聞慶セジェ(문경새재)は、500年にわたって韓国の歴史を動かした峠道です。朝鮮王朝の時代、科挙を受けるために漢陽(現ソウル)へ向かう儒者たちはこの山道を越え、商人たちは荷物を担いで峠を行き来しました。現在は3つの石の城門をつなぐ6.3kmの森の歩道となっており、韓国でも屈指の雰囲気ある場所です。
聞慶セジェは小白山脈に位置し、慶尚北道と忠清北道の県境にあります。ソウルから約190km、車で約2時間。半日あれば十分に楽しめ、日帰り旅行や韓国中部の長距離ドライブルートに組み込むのに最適な場所です。

聞慶セジェをほかの山岳公園と一線を画す存在にしているのが、3つの関門(관문)です。それぞれが朝鮮王朝時代に峠を管理するために築かれた本格的な石造・木造建築で、現在もほぼ当時の姿をとどめています。
入場料は大人2,000ウォン(7歳未満無料)。第3関門まで往復するには2〜3時間、第2関門まで折り返すなら約1時間30分が目安です。

関門間の道は未舗装の土・砂利道で、ほぼ全行程渓流沿いを歩きます。木々が鬱蒼と生い茂り、7月の炎天下でも涼しさを保ちます。駐車場から先は車両進入禁止のため、徒歩か入口で借りられる自転車(1時間3,000ウォン)での移動となります。
第2関門までの道は勾配が緩やかで、年齢を問わず楽しめます。第2関門を過ぎると傾斜が急になり、路面も荒れてくるため、第3関門を目指す場合はトレッキングシューズを強くおすすめします。

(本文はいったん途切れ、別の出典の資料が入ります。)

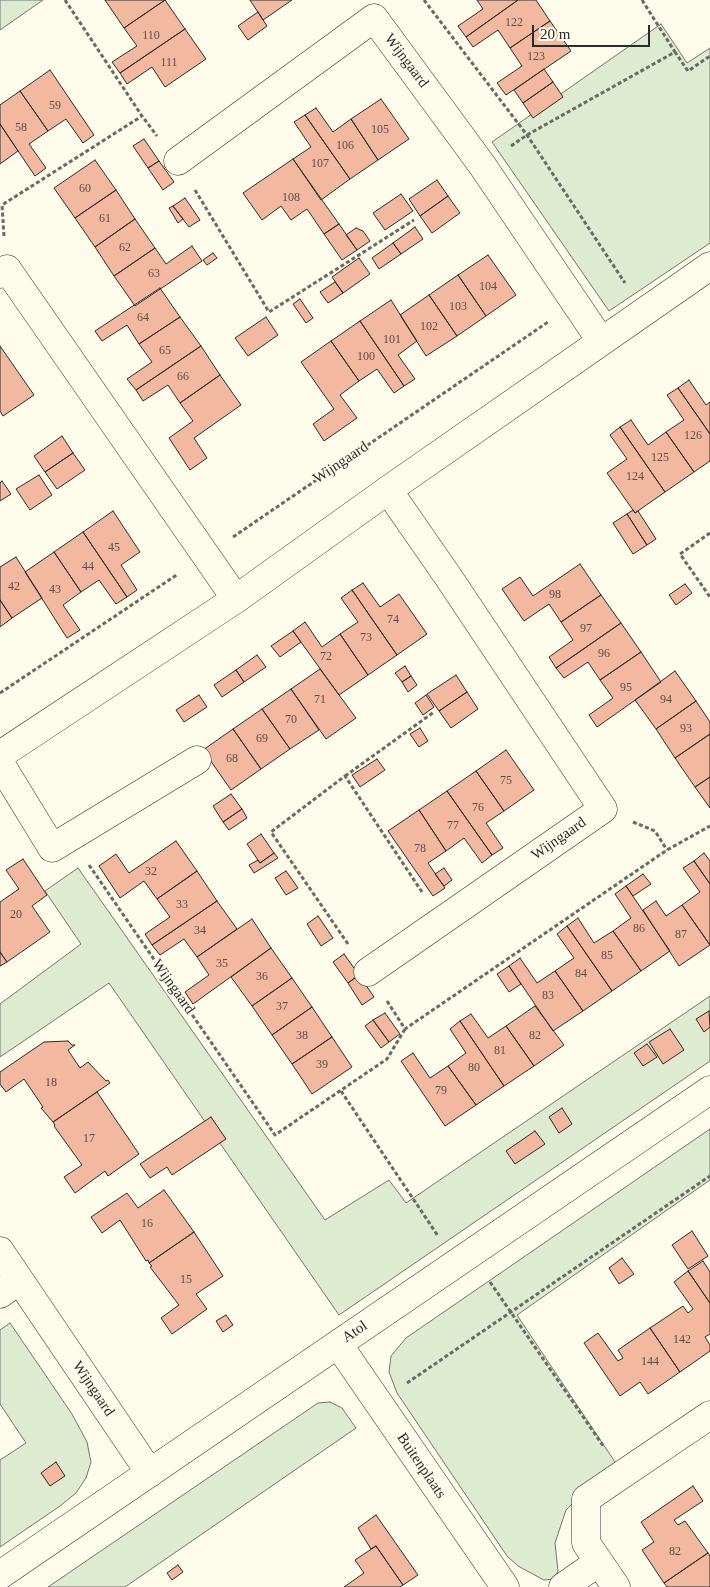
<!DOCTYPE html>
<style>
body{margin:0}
#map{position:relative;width:710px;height:1587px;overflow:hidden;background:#fdfbea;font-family:Georgia,serif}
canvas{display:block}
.scale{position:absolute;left:532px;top:25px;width:118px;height:22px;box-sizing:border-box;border:2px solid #2b2b2b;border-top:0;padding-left:6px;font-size:15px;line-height:18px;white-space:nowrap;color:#2b2b2b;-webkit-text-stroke:4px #fdfbea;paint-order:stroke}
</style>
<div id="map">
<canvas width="710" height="1587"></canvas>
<div class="scale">20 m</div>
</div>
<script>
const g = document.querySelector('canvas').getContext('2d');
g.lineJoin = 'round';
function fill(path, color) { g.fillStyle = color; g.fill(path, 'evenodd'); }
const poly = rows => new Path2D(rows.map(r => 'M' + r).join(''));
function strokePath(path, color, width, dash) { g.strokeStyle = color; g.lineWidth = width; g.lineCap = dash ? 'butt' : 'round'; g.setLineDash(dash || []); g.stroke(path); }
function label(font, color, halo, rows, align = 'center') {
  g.font = font + ' Georgia,serif'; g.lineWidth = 4; g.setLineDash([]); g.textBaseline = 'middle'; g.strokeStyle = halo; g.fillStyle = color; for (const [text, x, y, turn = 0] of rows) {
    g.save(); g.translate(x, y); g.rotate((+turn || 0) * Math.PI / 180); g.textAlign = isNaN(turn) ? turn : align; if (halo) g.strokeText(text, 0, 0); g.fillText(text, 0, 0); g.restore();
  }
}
const green = poly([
 [0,0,43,0,0,30,0,0],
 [661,24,687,63,710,48,710,243,609,311,492,142,661,24],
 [78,868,325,1220,389,1180,406,1203,710,996,710,1061,339,1315,109,983,0,1057,0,1004,81,944,45,891,78,868],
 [710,1129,710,1180,517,1315,617,1465,598,1478,566,1510,555,1543,558,1571,554,1579,544,1580,518,1566,507,1556,397,1393,389,1372,391,1356,406,1338,710,1129],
 [10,1323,72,1414,87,1442,91,1462,86,1478,76,1493,60,1506,0,1547,0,1460,26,1443,0,1404,0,1330,10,1323],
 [330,1402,342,1408,356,1428,125,1587,48,1587,318,1403,330,1402]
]);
const building = poly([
 [105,0,165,0,124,28,105,0],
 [165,0,185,29,120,73,112,62,137,46,124,28,165,0],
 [250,0,292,0,263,20,250,0],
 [477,0,518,0,466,37,458,26,483,9,477,0],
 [518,0,536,0,550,21,510,48,498,30,473,47,466,37,518,0],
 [258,12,267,26,248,40,238,26,258,12],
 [550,21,571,51,506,95,497,83,522,66,510,48,550,21],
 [185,29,206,59,165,87,152,67,127,84,120,73,185,29],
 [544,69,553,82,523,103,514,90,544,69],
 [50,70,94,135,83,143,66,119,48,131,20,91,50,70],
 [553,82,563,97,533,118,523,103,553,82],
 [20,91,48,131,29,144,46,168,35,176,0,124,0,105,20,91],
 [381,99,409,139,378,160,351,119,381,99],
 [316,108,333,132,351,119,378,160,350,179,305,115,316,108],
 [305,115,350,179,321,200,293,159,311,147,294,122,305,115],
 [0,124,18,151,0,164,0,124],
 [144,139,159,161,148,168,133,146,144,139],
 [293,159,339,224,324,234,307,209,291,220,281,206,262,220,243,193,293,159],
 [95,160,116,190,75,218,54,188,95,160],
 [159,161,174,182,163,190,148,168,159,161],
 [437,180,448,196,420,216,409,199,437,180],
 [116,190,135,219,95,247,75,218,116,190],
 [401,194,413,211,385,230,373,213,401,194],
 [448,196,460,213,432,233,420,216,448,196],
 [185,198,200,220,189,227,173,206,185,198],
 [173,206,183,219,178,223,169,208,173,206],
 [135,219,155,248,114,276,95,247,135,219],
 [339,224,357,250,342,260,324,234,339,224],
 [415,227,423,239,401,254,393,243,415,227],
 [356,228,363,231,370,241,357,250,346,235,356,228],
 [393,243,401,254,379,269,372,258,393,243],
 [192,246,202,261,135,306,114,276,155,248,166,264,192,246],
 [213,253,217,258,207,265,203,260,213,253],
 [488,255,516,295,486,316,458,275,488,255],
 [359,258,370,274,343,293,332,277,359,258],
 [458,275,486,316,457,336,429,295,458,275],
 [335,282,343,293,328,303,320,292,335,282],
 [160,288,180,317,139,344,127,325,102,341,95,331,160,288],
 [429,295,457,336,426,356,400,315,429,295],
 [300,299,313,318,306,323,293,304,300,299],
 [391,300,417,341,398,355,415,379,404,386,360,321,391,300],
 [180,317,201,346,136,390,127,379,152,362,139,344,180,317],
 [266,317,278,335,248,356,235,338,266,317],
 [360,321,404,386,394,393,377,369,359,381,331,341,360,321],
 [331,341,359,381,340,395,357,418,324,441,313,424,334,409,301,362,331,341],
 [0,346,34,395,3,416,0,411,0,346],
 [201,346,220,375,180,403,168,385,143,401,136,390,201,346],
 [220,375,241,405,194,438,207,458,190,470,169,438,193,421,180,403,220,375],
 [689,380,706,405,710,402,710,434,678,388,689,380],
 [678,388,710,434,710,461,694,472,666,432,684,420,667,395,678,388],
 [631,420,648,445,666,432,694,472,665,492,620,427,631,420],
 [620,427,665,492,635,513,607,473,627,459,610,435,620,427],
 [62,436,73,453,45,472,34,456,62,436],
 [73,453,85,470,57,489,45,472,73,453],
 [39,475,52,495,30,510,16,489,39,475],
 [2,481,11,494,0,501,0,483,2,481],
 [633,510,635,513,638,511,656,539,647,545,627,514,633,510],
 [113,511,140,552,121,565,137,590,127,597,83,532,113,511],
 [627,514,647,545,633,554,613,523,627,514],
 [83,532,127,597,116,604,99,580,81,592,54,552,83,532],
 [54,552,81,592,63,605,80,630,67,638,25,572,54,552],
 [16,557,42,598,12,618,0,600,0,567,16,557],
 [580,564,601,595,561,622,549,604,524,621,502,589,520,577,533,596,580,564],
 [363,583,380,607,399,594,427,634,397,655,352,590,363,583],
 [685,584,692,593,676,605,669,595,685,584],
 [352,590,397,655,368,675,340,634,358,622,341,598,352,590],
 [601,595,621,623,556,668,549,657,573,640,561,622,601,595],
 [0,600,12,618,0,627,0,600],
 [305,622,322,647,340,634,368,675,339,695,293,631,305,622],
 [621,623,641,652,600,680,588,662,564,678,556,668,621,623],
 [293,631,301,642,280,657,271,646,293,631],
 [641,652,661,682,597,727,589,715,613,698,600,680,641,652],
 [257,655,266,667,244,682,236,670,257,655],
 [405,666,411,676,402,682,395,673,405,666],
 [320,669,356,718,326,739,291,689,320,669],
 [236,670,244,682,222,697,214,685,236,670],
 [675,671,696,701,656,729,635,700,675,671],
 [456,675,467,692,439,711,427,694,456,675],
 [411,676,417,685,408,692,402,682,411,676],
 [291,689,319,730,290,749,262,709,291,689],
 [467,692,478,709,451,728,439,711,467,692],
 [199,695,207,707,184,722,176,710,199,695],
 [426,695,434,707,423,715,415,703,426,695],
 [696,701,710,722,710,734,675,758,656,729,696,701],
 [262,709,290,749,261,769,233,729,262,709],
 [420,728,428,741,419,747,410,734,420,728],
 [233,729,261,769,231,790,203,750,233,729],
 [710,734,710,777,695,787,675,758,710,734],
 [506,750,534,790,504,811,476,771,506,750],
 [377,759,385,770,360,787,352,775,377,759],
 [476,771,504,811,486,823,503,848,492,855,447,791,476,771],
 [710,777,710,808,695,787,710,777],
 [447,791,492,855,482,863,464,838,446,851,419,810,447,791],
 [231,794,242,809,223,822,213,806,231,794],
 [242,809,247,818,229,830,223,822,242,809],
 [419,810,446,851,428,863,445,888,433,896,388,831,419,810],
 [261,834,274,853,260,863,247,844,261,834],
 [176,841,197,871,157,899,144,881,120,898,99,866,116,854,129,873,176,841],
 [274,853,278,858,254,873,249,865,258,860,260,863,274,853],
 [704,853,710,861,710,884,694,861,704,853],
 [23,859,47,895,32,906,50,932,7,962,0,952,0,902,19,889,6,870,23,859],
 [694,861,710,884,710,945,682,905,700,892,683,868,694,861],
 [444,868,452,880,444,886,435,874,444,868],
 [197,871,217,901,152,945,145,934,170,917,157,899,197,871],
 [286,871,298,888,286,895,275,878,286,871],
 [643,874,651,884,633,896,626,886,643,874],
 [626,886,670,951,641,971,613,931,631,918,615,894,626,886],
 [217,901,237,929,197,957,184,939,160,955,152,945,217,901],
 [656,901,666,916,682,905,710,945,679,966,643,910,656,901],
 [318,916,333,938,321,946,307,924,318,916],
 [578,918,594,943,613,931,641,971,612,991,567,926,578,918],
 [252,919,271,948,193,1004,185,992,209,975,197,957,252,919],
 [567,926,612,991,583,1011,555,971,574,958,557,934,567,926],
 [271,948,292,978,252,1006,231,977,271,948],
 [0,952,7,962,0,966,0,952],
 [344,954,359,975,348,983,333,962,344,954],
 [520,958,537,983,555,971,583,1011,553,1031,509,966,520,958],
 [509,966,521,984,509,992,497,974,509,966],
 [359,975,374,997,362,1005,348,983,359,975],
 [292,978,312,1007,272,1035,252,1006,292,978],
 [535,1006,564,1045,534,1066,506,1026,535,1006],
 [312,1007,332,1037,292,1064,272,1035,312,1007],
 [709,1011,710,1027,704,1032,696,1019,709,1011],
 [385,1013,400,1034,389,1042,373,1020,385,1013],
 [471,1014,488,1038,506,1026,534,1066,504,1086,460,1021,471,1014],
 [373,1020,389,1042,381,1048,365,1026,373,1020],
 [460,1021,504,1086,476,1105,448,1066,466,1053,450,1029,460,1021],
 [670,1029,684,1050,663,1064,649,1042,670,1029],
 [332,1037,352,1067,312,1094,292,1064,332,1037],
 [68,1041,72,1045,75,1045,68,1050,80,1068,88,1062,106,1081,108,1080,110,1083,53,1122,41,1108,43,1107,24,1079,6,1092,0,1084,0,1072,44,1042,68,1041],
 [647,1044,657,1057,643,1066,634,1053,647,1044],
 [413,1053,430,1078,448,1066,476,1105,445,1126,401,1061,413,1053],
 [97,1092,139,1154,108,1176,105,1171,75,1193,64,1177,82,1165,54,1126,55,1125,53,1122,97,1092],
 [562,1108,572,1124,559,1133,549,1117,562,1108],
 [211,1117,226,1139,172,1175,167,1167,150,1178,140,1164,211,1117],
 [535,1131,545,1144,515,1164,506,1151,535,1131],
 [164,1190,194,1232,149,1263,148,1260,146,1261,120,1220,102,1233,91,1217,127,1193,138,1208,164,1190],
 [692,1231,708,1256,688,1269,672,1245,692,1231],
 [194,1232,223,1276,196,1294,207,1309,172,1334,161,1318,179,1305,150,1267,152,1266,149,1263,194,1232],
 [622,1258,634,1274,619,1284,609,1268,622,1258],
 [703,1261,710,1272,710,1303,688,1271,703,1261],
 [688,1271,710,1303,710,1334,705,1337,710,1345,710,1351,680,1372,650,1328,683,1306,688,1313,693,1309,674,1282,688,1271],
 [226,1315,233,1325,223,1332,216,1321,226,1315],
 [650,1328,680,1372,648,1394,640,1382,620,1396,584,1343,598,1333,618,1361,623,1358,618,1350,650,1328],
 [56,1462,65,1476,50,1486,41,1473,56,1462],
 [693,1486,703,1501,674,1520,678,1525,685,1521,708,1553,664,1583,642,1550,654,1542,641,1522,693,1486],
 [376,1515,418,1575,403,1585,376,1546,371,1549,358,1528,376,1515],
 [376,1546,403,1585,400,1587,344,1587,364,1573,355,1560,376,1546],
 [708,1553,710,1556,710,1587,667,1587,664,1583,708,1553],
 [178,1565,183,1572,172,1580,167,1573,178,1565]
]);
const path = poly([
 [65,0,142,116,157,136],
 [424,0,527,135,625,283],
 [642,0,675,52],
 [511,146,527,135,675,52,688,71,710,56],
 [195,190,269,312,414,220],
 [4,236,2,205,142,116],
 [710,533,680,554,710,597],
 [233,537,548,322],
 [0,693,178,574],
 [345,776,434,712],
 [633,822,655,831,667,850],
 [89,865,275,1135,387,1059,405,1029],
 [348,944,271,832,345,776,422,892],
 [387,1001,405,1029,667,850,710,826],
 [341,1091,438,1236],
 [490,1282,604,1447],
 [407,1383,710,1176]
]);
const minor = poly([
 [178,161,374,18,482,165,601,341],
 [0,274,7,269,236,599],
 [0,755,236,599,388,490,710,266],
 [0,763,52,848,197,760],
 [368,972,603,809,449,578,388,490],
 [0,1251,150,1473],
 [0,1294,19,1280],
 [338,1344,505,1587],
 [0,1575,710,1090],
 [563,1587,599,1562],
 [616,1587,586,1543,586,1499,710,1415]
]);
const numberNames = [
 ["122",514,23],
 ["110",151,36],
 ["123",536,57],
 ["111",169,63],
 ["59",55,106],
 ["58",21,128],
 ["105",380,130],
 ["106",345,146],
 ["107",320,164],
 ["60",85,189],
 ["108",291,198],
 ["61",105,219],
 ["62",125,248],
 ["63",154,274],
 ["104",488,287],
 ["103",458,307],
 ["64",143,318],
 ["102",429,327],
 ["101",392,340],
 ["65",165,351],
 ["100",366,357],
 ["66",183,377],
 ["126",693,436],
 ["125",660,458],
 ["124",635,477],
 ["45",114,548],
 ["44",88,567],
 ["42",14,587],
 ["43",55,590],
 ["98",555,595],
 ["74",393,620],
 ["97",586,629],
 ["73",366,638],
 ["96",604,654],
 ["72",326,657],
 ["95",626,688],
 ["71",320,700],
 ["94",666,700],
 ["70",291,720],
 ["93",686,729],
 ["69",262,739],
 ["68",232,759],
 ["75",506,781],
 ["76",478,808],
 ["77",453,826],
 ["78",420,849],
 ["32",151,872],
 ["33",182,905],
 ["20",16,915],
 ["86",639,929],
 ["34",200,931],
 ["87",681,935],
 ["85",607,956],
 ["35",222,964],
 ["84",581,974],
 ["36",262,977],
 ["83",548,996],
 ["37",282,1007],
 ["38",302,1036],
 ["82",535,1036],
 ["81",500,1051],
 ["39",322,1065],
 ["80",474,1068],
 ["18",51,1083],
 ["79",441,1091],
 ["17",89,1139],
 ["16",147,1224],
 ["15",186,1280],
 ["142",682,1340],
 ["144",650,1362],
 ["82",675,1552]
];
const streetNames = [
 ["Wijngaard",406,61,53],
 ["Wijngaard",341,463,-34],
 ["Wijngaard",559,839,-35],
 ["Wijngaard",173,987,55],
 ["Atol",355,1332,-34],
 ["Wijngaard",93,1389,56],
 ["Buitenplaats",421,1466,56]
];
fill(green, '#deebd1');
strokePath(green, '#74746e', 1);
fill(building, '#f2b8a0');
strokePath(building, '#2b2b2b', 1);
strokePath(minor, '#2b2b2b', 29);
strokePath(path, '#6a6964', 3, [4, 2.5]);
strokePath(minor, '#fdfbea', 28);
label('12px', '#5d4e48', null, numberNames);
label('15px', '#2b2b2b', '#fdfbea', streetNames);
</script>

公園入口のすぐ隣に立地する聞慶セジェオープンセット(문경새재 오픈세트장)は、朝鮮時代の官衙村落を再現した大規模な屋外セットです。『朱蒙』『イ・サン』『善徳女王』『根の深い木』など、数多くの人気時代劇がここで撮影されています。
セット内を自由に見学でき、入口近くでは韓服のレンタルも可能です(写真撮影用)。時代劇ファンでなくても、セットの規模と細部の作り込みは十分に見応えがあります。30〜45分を目安に見学しましょう。

聞慶を代表する特産品は五味子(오미자)です。甘味・酸味・苦味・塩味・辛味の5つの味を同時に持つ赤い実で、公園入口周辺の飲食店や売店では五味子茶、五味子マッコリ、五味子ビビンバを楽しめます。他の地域ではなかなか味わえない、ここならではの風味です。
聞慶はまた、リンゴ焼酎でも知られています。通常のソジュよりまろやかでフルーティーな風味が特徴で、近くのコンビニや飲食店で手に入ります。飲酒後の運転は厳禁ですので、夕方以降にお楽しみください。

聞慶セジェは公共交通機関でのアクセスが困難です。レンタカーが唯一の現実的な選択肢となります。ソウルからは京釜高速道路(1号)→ 嶺東高速道路(50号)→ 中部内陸高速道路(45号)を経由し、聞慶ICで降りてください。ナビには「문경새재도립공원」と入力します。
聞慶セジェは、レンタカーがあってこそ楽しめる場所です。小白山脈を越えるドライブ自体が旅の序章となり、古道の歩行と歴史遺跡の見学がその感動を完成させてくれます。韓国中部の自動車旅行にぜひ組み込んでみてください。